Sex and the County
From the May 23, 2005 issue: A liberal judge quashes a liberal curriculum.
May 23, 2005, Vol. 10, No. 34 • By HADLEY ARKES
Even a judge well seasoned in Democratic politics in Maryland could find something unsettling in this new curriculum; and indeed, it might have been his own liberal sensitivities that set off the alarms for Judge Williams. He professed himself to be "extremely troubled" by the willingness of the board "to venture--or perhaps more correctly bound--into the crossroads of controversy where religion, morality, and homosexuality converge." Williams himself had taken a master's degree in divinity and, without revealing anything of his own theological leanings, he remarked on the willingness of the curriculum to suggest that "the Baptist Church's position on homosexuality is theologically flawed."
As Williams noted, the curriculum "juxtaposes this portrait of an intolerant and Biblically misguided Baptist Church against other, preferred Churches, which are more friendly towards the homosexual lifestyle." In particular, the curriculum "plainly portrays Baptist churches as wrongly expressing the same intolerant attitude towards homosexuals today as they did towards African Americans during segregation." Williams observed that Baptists were presented here as "unenlightened" and "misguided" and wanting in the "tolerance" that marked the enlightened religions. In the name of secularism, or detachment from religion, the board was doing nothing less than establishing one segment of the religious in the country as less legitimate, less in accord with the liberality of the laws, and yes, less to be tolerated. So much for the Establishment Clause.
But then there was the other part of the First Amendment, dealing with speech and expression. Here the judge complained that the new curriculum "open[ed] up the classroom to the subject of . . . the moral rightness of the homosexual lifestyle"--and then presented "only one view on the subject--that homosexuality is a natural and morally correct lifestyle--to the exclusion of other perspectives." With these objections, Williams issued a temporary restraining order.
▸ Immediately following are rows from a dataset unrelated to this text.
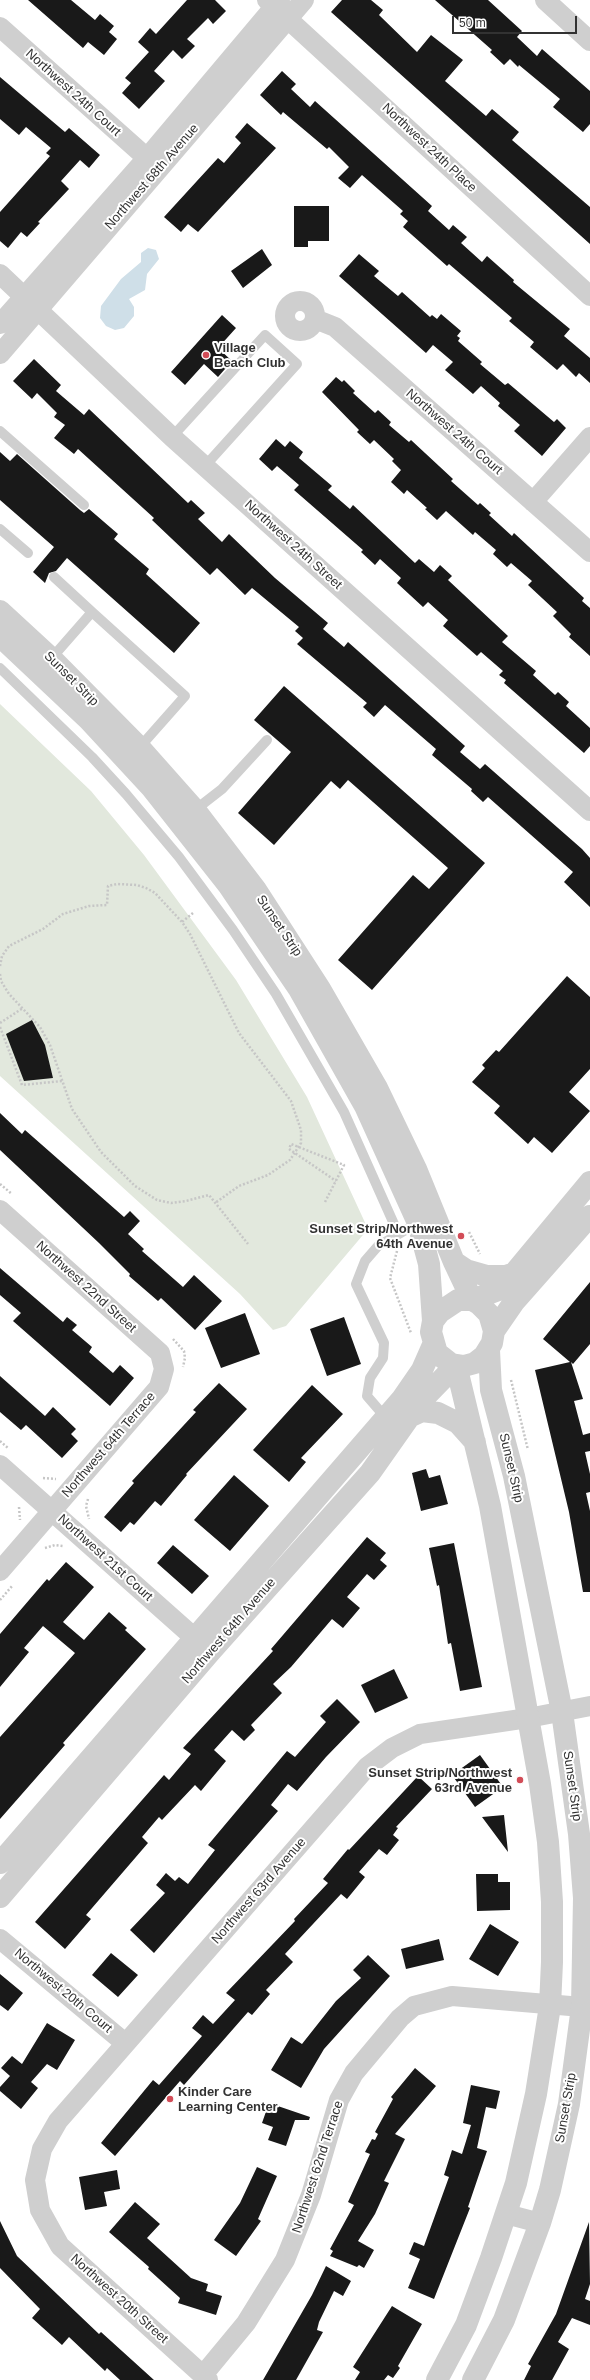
<!DOCTYPE html>
<html>
<head>
<meta charset="utf-8">
<style>
	body { margin:0 }
	#map { position:relative; width:590px; height:2380px; overflow:hidden; background:#fff; font-family:Helvetica,sans-serif }
	canvas { display:block }
	.scale { position:absolute; left:452px; top:16px; width:125px; height:18px; box-sizing:border-box; border:2px solid #323232; border-top:0; padding-left:5px; font-size:12px; line-height:14px; white-space:nowrap; color:#323232; -webkit-text-stroke:3px #fff; paint-order:stroke }
</style>
</head>
<body>
<div id="map">
<canvas width="590" height="2380"></canvas>
<div class="scale">50 m</div>
</div>
<script>
const g = document.querySelector('canvas').getContext('2d');
g.lineJoin = 'round';
function fill(path, color) { g.fillStyle = color; g.fill(path, 'evenodd'); }
const shape = rows => new Path2D(rows.map(r => 'M' + r).join(''));
function strokePath(path, color, width, dash) { g.strokeStyle = color; g.lineWidth = width; g.lineCap = dash ? 'butt' : 'round'; g.setLineDash(dash || []); g.stroke(path); }
function write(font, color, halo, rows, align = 'center') {
  g.font = font + ' Helvetica,sans-serif'; g.lineWidth = 4; g.setLineDash([]); g.textBaseline = 'middle'; g.strokeStyle = halo; g.fillStyle = color; for (const [text, x, y, turn = 0] of rows) {
    g.save(); g.translate(x, y); g.rotate((+turn || 0) * Math.PI / 180); g.textAlign = isNaN(turn) ? turn : align; if (halo) g.strokeText(text, 0, 0); g.fillText(text, 0, 0); g.restore();
  }
}
const green = shape([
	[0,704,91,791,144,855,236,980,307,1097,368,1229,286,1326,273,1330,240,1294,0,1076]
]);
const water = shape([
	[148,248,156,250,159,259,147,274,145,290,129,299,134,307,134,316,124,328,115,330,106,326,100,318,101,306,121,279,141,262,141,253]
]);
const building = shape([
	[28,0,71,0,95,20,100,14,114,26,109,32,117,39,104,55,88,42,83,48],
	[187,0,215,0,226,11,213,24,208,18,187,39,195,46,182,59,173,50,154,71,165,81,139,109,122,93,131,83,125,78,149,52,138,42,150,28,156,34],
	[342,0,371,0,383,10,379,15,417,52,431,35,463,60,445,81,486,116,492,109,519,132,512,140,590,207,590,244,331,12],
	[435,0,488,0,522,31,517,37,537,56,542,49,590,91,590,124,583,132,553,107,560,99,519,65,518,67,510,59,504,65,490,52,492,50],
	[282,71,296,84,291,89,310,107,315,101,432,206,428,211,449,230,453,225,467,237,461,243,482,262,487,256,514,280,513,282,570,329,564,336,590,358,590,383,579,373,576,377,563,364,557,370,530,347,534,342,509,321,512,318,449,264,447,266,403,227,408,221,400,214,403,211,362,175,350,188,338,178,349,167,329,147,327,149,283,112,281,115,260,95],
	[0,77,65,132,69,128,100,155,89,168,80,160,61,181,69,189,38,222,40,223,27,237,21,232,8,248,0,241,0,212,50,156,46,153,51,148,26,127,19,135,0,119],
	[247,123,276,148,198,232,188,224,181,232,164,217,218,158,224,163,241,143,235,137],
	[294,206,329,206,329,241,308,241,308,247,294,247],
	[262,249,272,265,243,288,231,271],
	[359,254,379,271,374,276,398,296,402,292,430,317,432,315,437,319,441,314,461,331,457,336,460,338,458,341,482,362,480,364,505,385,508,383,554,422,557,419,566,428,542,456,514,431,520,425,498,406,500,403,481,386,473,394,445,370,453,362,433,345,426,353,339,276],
	[222,315,236,328,218,348,232,361,218,377,204,364,185,385,171,372],
	[34,359,61,385,56,391,84,415,89,409,188,503,191,500,205,513,198,519,222,542,229,534,275,578,328,623,323,629,344,647,348,642,465,746,460,752,480,769,485,764,582,849,590,858,590,907,564,882,573,872,488,797,483,802,471,791,472,789,432,755,436,749,385,705,374,717,363,707,367,703,297,644,303,638,295,631,299,627,252,588,245,595,217,568,210,575,152,520,154,518,78,449,74,454,54,438,65,425,54,417,57,413,37,393,32,399,13,381],
	[336,377,342,382,344,380,355,391,353,393,375,413,378,410,391,422,389,425,409,442,411,440,453,479,451,481,478,505,480,503,491,513,489,515,512,536,514,533,584,598,582,601,590,608,590,656,569,637,571,634,553,616,557,612,528,585,532,581,511,563,507,567,493,554,496,550,475,532,473,535,446,511,437,520,425,509,427,508,407,490,404,494,391,482,401,470,392,461,394,459,374,440,370,444,357,432,359,430,322,392],
	[276,439,285,447,290,441,303,452,299,458,332,486,328,490,350,509,353,505,415,563,419,559,434,572,440,565,452,576,448,580,508,636,502,642,536,671,533,675,555,695,558,692,569,702,566,706,590,728,590,746,584,753,504,683,506,680,499,675,503,671,481,652,477,656,443,626,448,620,428,602,423,607,397,583,401,578,380,559,375,565,361,552,363,550,294,490,299,485,277,466,272,471,259,459],
	[0,452,10,461,17,454,80,510,84,513,89,509,118,534,114,539,149,569,146,574,200,623,174,653,67,558,56,571,49,573,45,583,33,572,54,547,0,500],
	[284,686,485,863,372,990,338,960,413,875,429,889,448,868,348,780,340,789,331,781,274,845,238,813,291,752,254,720],
	[567,976,590,997,590,1069,569,1092,590,1111,552,1153,534,1137,528,1144,494,1113,500,1106,472,1082,485,1068,482,1065,496,1050,499,1052],
	[32,1020,45,1045,53,1078,24,1081,6,1034],
	[0,1113,22,1134,25,1130,124,1217,130,1211,140,1221,128,1234,144,1249,142,1251,183,1287,194,1275,222,1301,195,1330,161,1298,158,1301,129,1276,130,1274,99,1243,0,1150],
	[0,1268,63,1322,67,1317,77,1325,72,1330,92,1347,89,1352,113,1373,120,1365,134,1378,110,1406,13,1321,21,1313,0,1295],
	[590,1282,590,1344,573,1364,571,1362,583,1399,574,1401,583,1435,590,1433,590,1451,585,1452,590,1474,590,1492,586,1493,590,1511,590,1592,583,1592,569,1512,535,1370,570,1362,543,1339],
	[245,1313,260,1354,221,1368,205,1328],
	[344,1317,361,1364,327,1376,310,1329],
	[0,1376,45,1416,53,1407,76,1429,71,1434,78,1441,62,1458,26,1425,21,1430,0,1412],
	[219,1383,247,1409,186,1474,187,1475,161,1506,155,1501,134,1525,130,1522,121,1532,104,1517,134,1483,132,1481,196,1412,193,1410],
	[312,1385,343,1414,301,1458,306,1462,289,1482,253,1450],
	[426,1469,429,1478,440,1475,448,1504,421,1511,412,1473],
	[234,1475,269,1506,230,1551,194,1520],
	[367,1537,386,1553,380,1560,387,1566,374,1580,367,1574,347,1597,360,1608,343,1628,332,1619,291,1667,273,1684,282,1693,251,1725,255,1730,244,1741,232,1730,214,1750,226,1761,201,1791,195,1785,162,1820,159,1817,142,1837,148,1843,86,1915,91,1919,65,1949,35,1922,164,1775,169,1780,191,1754,183,1748,273,1651,271,1649],
	[454,1543,482,1687,460,1691,451,1643,448,1644,439,1585,437,1586,429,1548],
	[173,1545,209,1576,192,1594,157,1563],
	[66,1562,94,1587,63,1622,84,1640,109,1612,127,1628,125,1630,146,1649,63,1743,65,1745,0,1819,0,1737,75,1653,43,1626,24,1648,29,1652,0,1687,0,1634,47,1579,49,1581],
	[394,1669,408,1698,375,1713,361,1685],
	[337,1699,360,1722,326,1757,297,1791,288,1784,271,1805,278,1811,154,1953,130,1930,165,1893,156,1885,166,1873,175,1881,179,1877,188,1884,215,1850,208,1845,287,1751,295,1757,326,1722,320,1716],
	[480,1755,503,1787,475,1807,452,1775],
	[418,1776,432,1789,396,1827,398,1828,393,1835,399,1840,387,1855,379,1849,359,1872,365,1877,347,1899,341,1894,285,1954,293,1962,266,1990,270,1994,252,2015,248,2012,184,2085,180,2081,115,2156,101,2143,153,2080,159,2085,202,2036,192,2028,203,2015,213,2024,235,2000,226,1993,295,1921,294,1919,328,1883,323,1879,348,1849,349,1850],
	[504,1815,508,1852,482,1817],
	[476,1874,498,1874,498,1882,510,1882,510,1910,477,1911],
	[490,1924,519,1942,498,1976,469,1959],
	[439,1939,444,1960,406,1969,401,1949],
	[111,1953,138,1975,118,1997,92,1975],
	[368,1955,390,1976,324,2049,301,2088,271,2070,291,2037,302,2044,336,2001,361,1978,353,1970],
	[0,1974,23,1993,8,2011,0,2005],
	[47,2023,75,2040,57,2070,47,2064,31,2082,38,2088,21,2109,0,2091,0,2087,10,2076,1,2068,12,2056,22,2064],
	[415,2068,436,2086,395,2134,405,2139,384,2181,389,2183,375,2214,358,2241,374,2250,364,2268,359,2265,357,2267,330,2256,333,2251,330,2249,354,2205,348,2202,370,2154,365,2152,372,2139,375,2140,378,2134,375,2132,393,2099,391,2097],
	[471,2085,500,2091,496,2109,486,2107,477,2148,487,2151,468,2207,470,2208,434,2299,408,2288,420,2259,409,2254,414,2242,424,2246,449,2177,444,2175,452,2150,462,2154,471,2125,463,2123],
	[269,2103,310,2117,309,2120,295,2120,286,2146,268,2140,273,2127,262,2123],
	[257,2167,277,2176,258,2219,261,2221,236,2256,214,2240,240,2203],
	[117,2170,120,2189,104,2192,107,2206,85,2210,79,2177],
	[135,2202,160,2224,147,2238,191,2278,208,2284,206,2291,222,2296,216,2315,178,2303,180,2298,148,2269,149,2267,109,2232],
	[0,2221,17,2256,99,2334,101,2332,154,2380,120,2380,107,2368,105,2371,69,2337,62,2345,32,2318,40,2309,0,2268],
	[589,2222,590,2284,585,2299,590,2301,590,2325,572,2318,558,2342,569,2349,552,2380,524,2380,531,2366,528,2364,556,2314],
	[326,2266,351,2281,343,2296,334,2291,319,2322,317,2330,323,2332,296,2380,263,2380,312,2295],
	[392,2306,422,2324,398,2366,400,2368,393,2378,388,2375,384,2380,355,2380,360,2372,353,2367]
]);
const path = shape([
	[193,913,182,922,190,934,239,1033,291,1101,301,1130,301,1143,290,1160,268,1175,239,1186,215,1203],
	[0,966,2,956,9,946,43,929,63,914,89,906,107,905,108,886,117,884,137,885,146,888,155,893,182,922],
	[0,974,1,981,9,994,40,1027,50,1045,72,1109,101,1152,135,1186,157,1200,171,1203,186,1201,209,1195,248,1244],
	[0,1023,23,1008],
	[0,1027,22,1085,62,1081],
	[0,1184,12,1194],
	[325,1202,344,1165,291,1144,289,1149,336,1181],
	[469,1232,480,1254],
	[397,1251,390,1278,411,1333],
	[173,1339,184,1351,185,1358,183,1367],
	[511,1380,528,1450],
	[0,1441,8,1448],
	[43,1478,56,1479],
	[88,1499,86,1506,89,1519],
	[19,1507,20,1520],
	[45,1548,55,1545,63,1546],
	[0,1600,13,1585]
]);
const service = shape([
	[0,431,84,505],
	[172,437,265,335,297,364,205,466],
	[0,529,28,553],
	[92,612,185,696,139,748],
	[50,660,92,612,54,577],
	[0,668,92,757,126,794,179,857,233,930,276,994,344,1112,398,1233],
	[195,810,222,789,267,740],
	[386,1418,367,1396,370,1378,383,1358,384,1343,356,1284,365,1261,378,1246,418,1223]
]);
const minor = shape([
	[267,0,590,296],
	[545,0,590,41],
	[0,27,157,167],
	[0,274,172,437,590,811],
	'285 316a15 15 0 1 1 30 0a15 15 0 1 1-30 0Z',
	[315,319,335,327,590,552],
	[0,324,147,158,280,0],
	[0,354,304,0],
	[533,502,590,437],
	[0,1210,160,1353,164,1369,159,1387,0,1571],
	[0,1465,207,1649],
	[0,1939,125,2043],
	[506,2214,540,2223],
	[203,2375,246,2323,285,2260,311,2195,339,2100,354,2073,400,2018,414,2006,452,1996,582,2007],
	[208,2380,60,2246,40,2210,35,2180,42,2149,58,2121,367,1767,392,1748,420,1734,528,1718,590,1706]
]);
const tertiary = shape([
	[0,611,51,658,140,748,195,810,256,890,320,989,377,1088,416,1169,454,1262,472,1300],
	[0,636,89,720,151,787,229,886,299,989,365,1106,418,1223,429,1264,433,1321],
	[454,1262,466,1270,487,1276,506,1276,515,1273],
	[458,1300,472,1300,479,1304,489,1314,494,1331,492,1343,484,1356,475,1363,464,1366,451,1364,437,1353,431,1332,433,1321,440,1312,458,1300],
	[472,1300,501,1289,590,1182],
	[494,1331,514,1302,590,1216],
	[409,1417,422,1411,438,1413,458,1423,475,1442],
	[0,1863,402,1399,422,1370,433,1345],
	[0,1897,210,1652,370,1473,420,1402,456,1365],
	[437,2380,466,2325,491,2258,516,2183,536,2094,550,2006,552,1962,552,1902,548,1842,540,1784,490,1506,456,1365],
	[473,2380,504,2320,540,2223,550,2190,569,2104,582,2007,584,1898,579,1834,562,1712,514,1476,491,1390,489,1350]
]);
const markers = [
	[206,355,4,"#d24c57"],
	[461,1236,4,"#d24c57"],
	[520,1780,4,"#d24c57"],
	[170,2099,4,"#d24c57"]
];
const streetNames = [
	["Northwest 24th Court",73,93,42],
	["Northwest 24th Place",429,148,43],
	["Northwest 68th Avenue",152,177,-49],
	["Northwest 24th Court",454,432,41],
	["Northwest 24th Street",293,545,42],
	["Sunset Strip",71,679,45],
	["Sunset Strip",279,926,56],
	["Northwest 22nd Street",86,1287,42],
	["Northwest 64th Terrace",109,1445,-49],
	["Sunset Strip",511,1468,77],
	["Northwest 21st Court",105,1558,42],
	["Northwest 64th Avenue",229,1631,-49],
	["Sunset Strip",572,1786,82],
	["Northwest 63rd Avenue",259,1891,-49],
	["Northwest 20th Court",63,1991,40],
	["Sunset Strip",566,2108,-80],
	["Northwest 62nd Terrace",318,2167,-72],
	["Northwest 20th Street",119,2299,42]
];
const poiNames = [
	["Village",214,348],
	["Beach Club",214,363],
	["Sunset Strip/Northwest",453,1229,"right"],
	["64th Avenue",453,1244,"right"],
	["Sunset Strip/Northwest",512,1773,"right"],
	["63rd Avenue",512,1788,"right"],
	["Kinder Care",178,2092],
	["Learning Center",178,2107]
];
fill(green, '#e2e8dd');
fill(water, '#cfdfe8');
fill(building, '#191919');
strokePath(path, '#c6c6c6', 2.5, [2, 2]);
strokePath(service, '#cfcfcf', 10);
strokePath(minor, '#cfcfcf', 20);
strokePath(tertiary, '#cfcfcf', 22);
for (const [x, y, r, color] of markers) { const dot = new Path2D(); dot.arc(x, y, r, 0, 2 * Math.PI); g.fillStyle = color; g.fill(dot); strokePath(dot, '#fff', 1.5); }
write('13px', '#323232', '#fff', streetNames);
write('bold 13px', '#323232', '#fff', poiNames, 'left');
</script>
</body>
</html>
No lasting harm, he thought, would be inflicted by withholding this pilot program until it could be more fully considered. But the faults in the program threatened an immediate violation of the Constitution and a lasting wrong.
Judge Williams professed finally that he did not understand why the provision of "health-related information" required the defendants to "offer up their opinion on such controversial topics as whether homosexuality is a sin, . . . and whether churches that condemn homosexuality are on theologically solid ground." In that way, he dropped some hints to the members of the school board as to how they might get themselves out of this fix. They might purge from the curriculum any attempts to pronounce on the legitimacy of the homosexual life or to render judgment on which religions are progressive or retrograde.
Judge Williams also gave some fine hints to Republicans in Congress if they would only be alert to them--and to their own legislative powers. After all, if the courts can articulate new rights under the Constitution, the legislative branch must be able to vindicate those same rights. And in vindicating them, the legislators may give them more proportion, more precision--and more bite. Do liberals want public schools purged entirely of religion? Then there should be no move by school boards, principals, or teachers to stamp some religions as favored and others as backward. No underhanded attempts to "establish" the religion of secularism. Do liberals want to break through conventions with "sex education"? Then education it should be: The life-shortening hazards of homosexual behavior should be conveyed, along with information about the other hazards of incautious sex; the record of conversions from the homosexual life should be put in texts along with the inconclusive arguments over the "gay gene."
If education is to be supported through federal aid, then the terms should be stringently set forth and instruction provided in an exacting, even-handed way. Faced with these requirements, the board in Montgomery County might prefer to revert to the curriculum as it used to be, and preserve a decorous silence: No endorsement of homosexual life, and, of course, no wounding words about gays and lesbians.
All of this could be done readily by a Republican Congress, taking up the liberal themes that Judge Williams brought down on the head of a liberal school board. Once again, conservatives may do their most telling work simply by asking liberals to live by their own slogans, and by the laws they hand down for others.
Hadley Arkes is the Ney Professor of American Institutions at Amherst College and a senior fellow at the Ethics and Public Policy Center.